En una oportunidad uno de mis mejores amigos, hace años, me hablaba y hablaba acerca de un producto que era un éxito en el mercado. Yo tuve cierto temor. Nunca he sido un buen vendedor, pero parecía algo razonable, mi principal miedo era cambiar mis paradigmas personales y empezar a vender cosas. Ese miedo me impedía comprar el producto, por lo que me incomodaba un poco que cada vez que me encontraba con él, insistía con el tema. Pensé seriamente en el asunto. Llegué a dos conclusiones: La primera era que mi amigo me insistía con el asunto porque realmente creía que yo podría ser un éxito trabajando con él. Apreciaba mis calidades y mi amistad. Lo segundo es que me incomodaban sus permanentes referencias al producto y no quería poner en riesgo nuestra amistad por ese asunto. Así que aboné los más de mil dólares y compré el producto. Hoy a la luz de los años y por todo lo que he aprendido para mi vida personal desde que compre ese producto, a pesar de no haber recibido ingresos directos por él, puedo afirmar que valió cada dólar invertido.
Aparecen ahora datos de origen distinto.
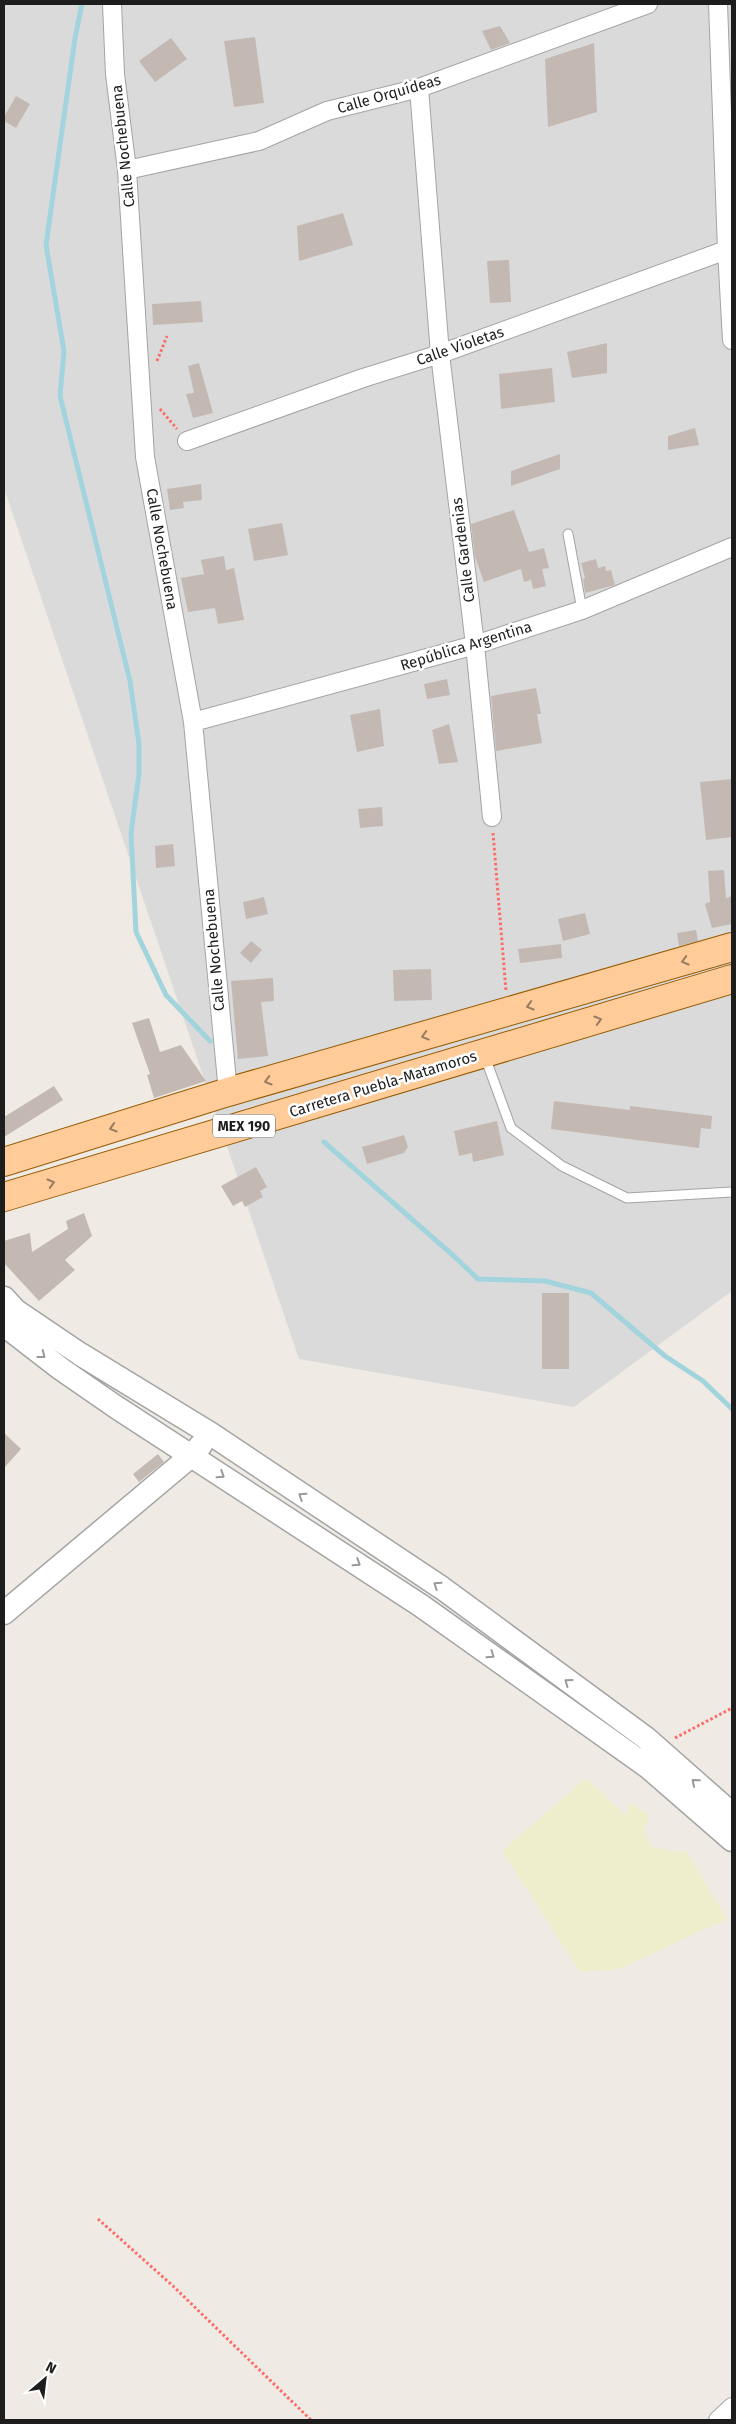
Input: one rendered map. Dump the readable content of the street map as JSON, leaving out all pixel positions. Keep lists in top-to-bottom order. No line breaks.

Sin embargo, en aquel entonces, unas semanas después el asunto me daba vueltas en la cabeza y sintiéndome culpable, me confesé con mi amigo, le expliqué mis conclusiones y al final le dije:
- Te voy a ser sincero, estaba incomodo con el asunto y he pensado que nuestra amistad era más valiosa que los mil y pico dólares que valía el producto, y fue una de las razones que me llevó a comprarlo.
Y él con la sinceridad más grande del mundo y con esa velocidad mental que siempre le he admirado me dijo:
- ¡Pinche cabrón, yo debería estar ofendido, le has puesto precio a nuestra amistad!
Nos reímos los dos y no dijimos más. No lo necesitábamos, nuestra amistad no tiene precio.